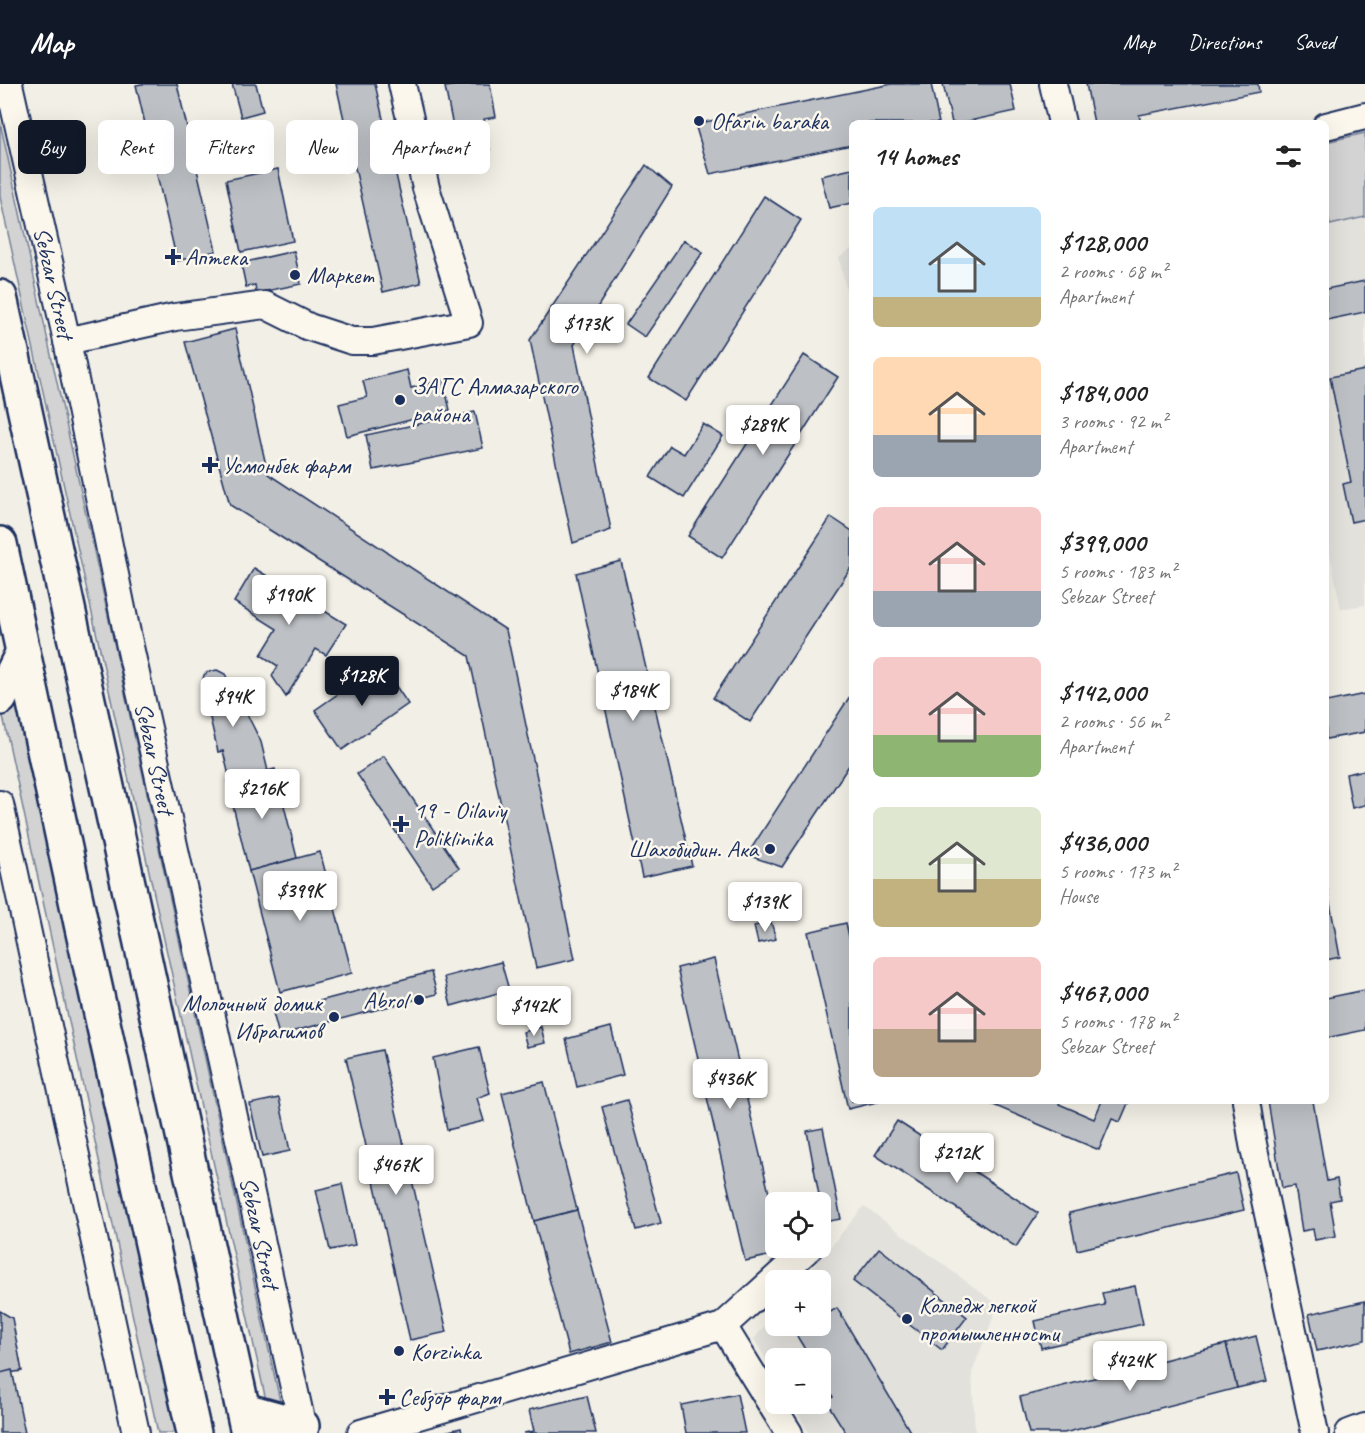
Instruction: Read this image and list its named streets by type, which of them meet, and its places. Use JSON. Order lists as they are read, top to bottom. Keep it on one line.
{"streets":{"street":["Sebzar Street"]},"places":{"other":["Ofarin baraka","Маркет","ЗАГС Алмазарского района","Шахобидин. Ака","Abrol","Молочный домик Ибрагимов","Колледж легкой промышленности","Korzinka"],"health":["Аптека","Усмонбек фарм","19 - Oilaviy Poliklinika","Себзор фарм"]},"page":{"header":"Map","nav":["Map","Directions","Saved"],"chip":["Buy","Rent","Filters","New","Apartment"],"heading":"14 homes","list":[{"name":"$128,000","note":"2 rooms · 68 m² · Apartment"},{"name":"$184,000","note":"3 rooms · 92 m² · Apartment"},{"name":"$399,000","note":"5 rooms · 183 m² · Sebzar Street"},{"name":"$142,000","note":"2 rooms · 56 m² · Apartment"},{"name":"$436,000","note":"5 rooms · 173 m² · House"},{"name":"$467,000","note":"5 rooms · 178 m² · Sebzar Street"}],"price":["$173K","$289K","$190K","$128K","$184K","$94K","$216K","$399K","$139K","$142K","$436K","$212K","$467K","$424K"],"map_buttons":["+","−"]}}
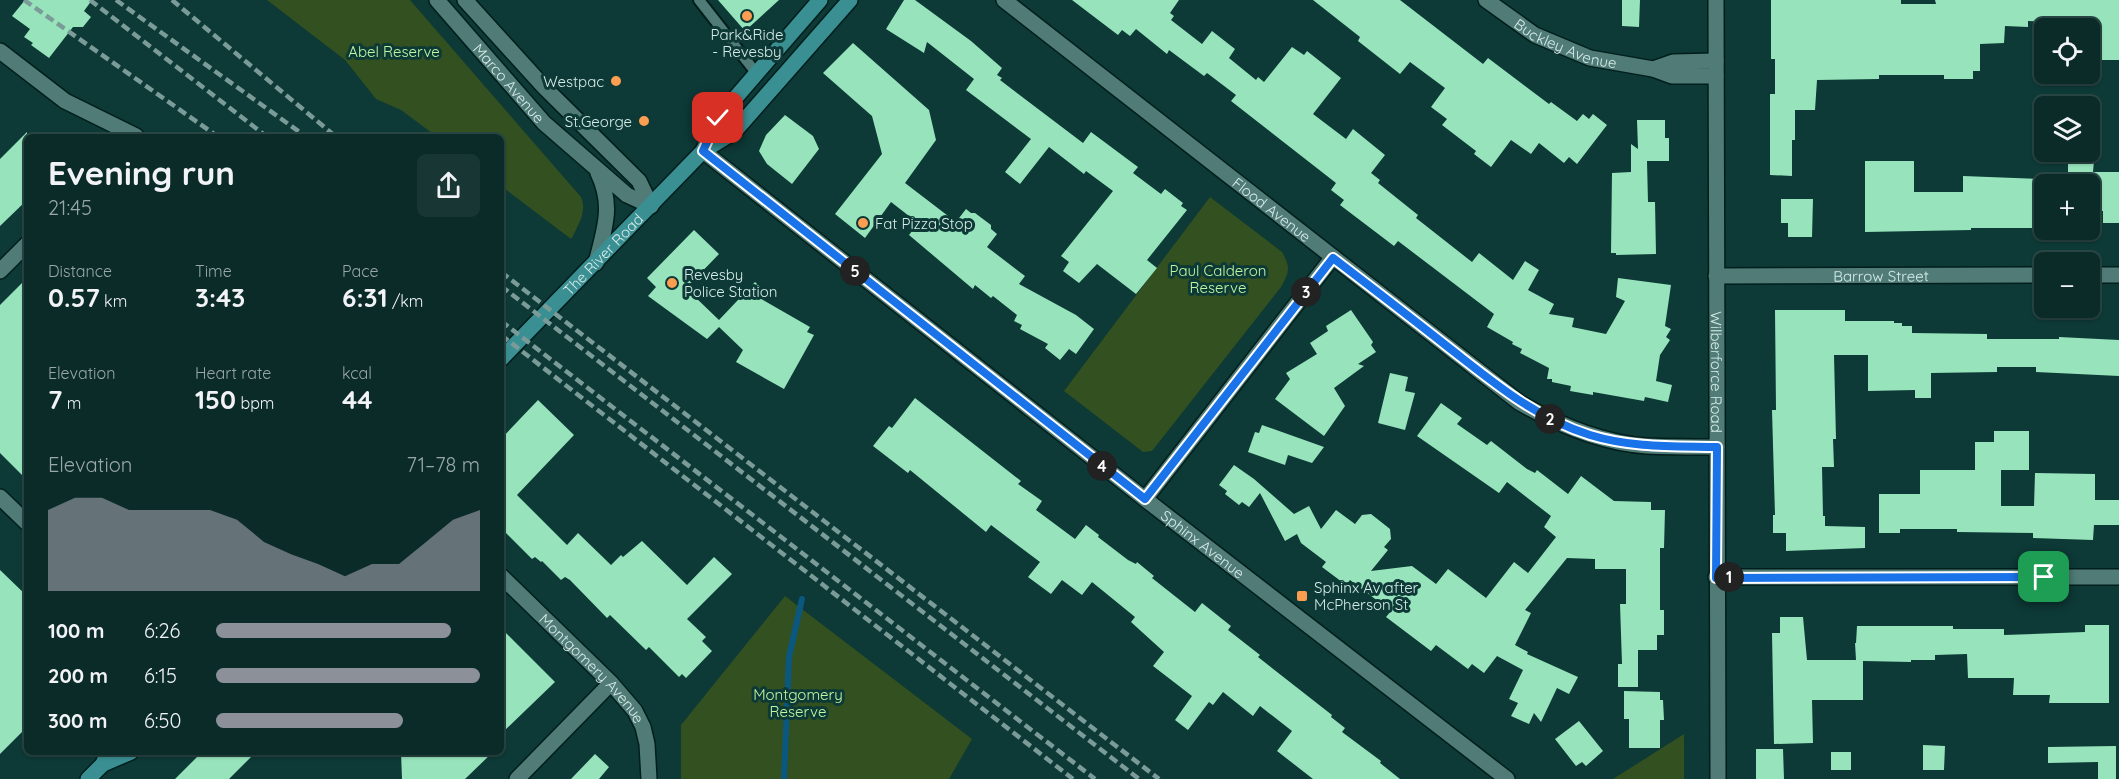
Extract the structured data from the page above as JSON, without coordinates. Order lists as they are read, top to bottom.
{
  "streets": {
    "main road": ["The River Road"],
    "street": [
      "Buckley Avenue",
      "Marco Avenue",
      "Flood Avenue",
      "Barrow Street",
      "Wilberforce Road",
      "Sphinx Avenue",
      "Montgomery Avenue"
    ]
  },
  "crossings": [
    ["Buckley Avenue", "Wilberforce Road"],
    ["Marco Avenue", "The River Road"],
    ["Flood Avenue", "Wilberforce Road"],
    ["The River Road", "Sphinx Avenue"],
    ["Barrow Street", "Wilberforce Road"]
  ],
  "parks": ["Abel Reserve", "Paul Calderon Reserve", "Montgomery Reserve"],
  "places": {
    "other": [
      "Park&Ride - Revesby",
      "Westpac",
      "St.George",
      "Fat Pizza Stop",
      "Revesby Police Station"
    ],
    "transit": ["Sphinx Av after McPherson St"]
  },
  "page": {
    "map_buttons": ["+", "−"],
    "heading": ["Evening run", "21:45"],
    "stats": [
      ["Distance", "0.57 km"],
      ["Time", "3:43"],
      ["Pace", "6:31 /km"],
      ["Elevation", "7 m"],
      ["Heart rate", "150 bpm"],
      ["kcal", "44"]
    ],
    "pins": [
      "5",
      "3",
      "2",
      "4",
      "1"
    ],
    "chart": ["Elevation", "71–78 m"],
    "list": [
      {
        "name": "100 m",
        "note": "6:26"
      },
      {
        "name": "200 m",
        "note": "6:15"
      },
      {
        "name": "300 m",
        "note": "6:50"
      }
    ]
  }
}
##########
**EXERCISE PROMPT**
Within the listing above, count each line that holds the word "bottom"; the answer is that number alone.

**EXERCISE OUTPUT**
2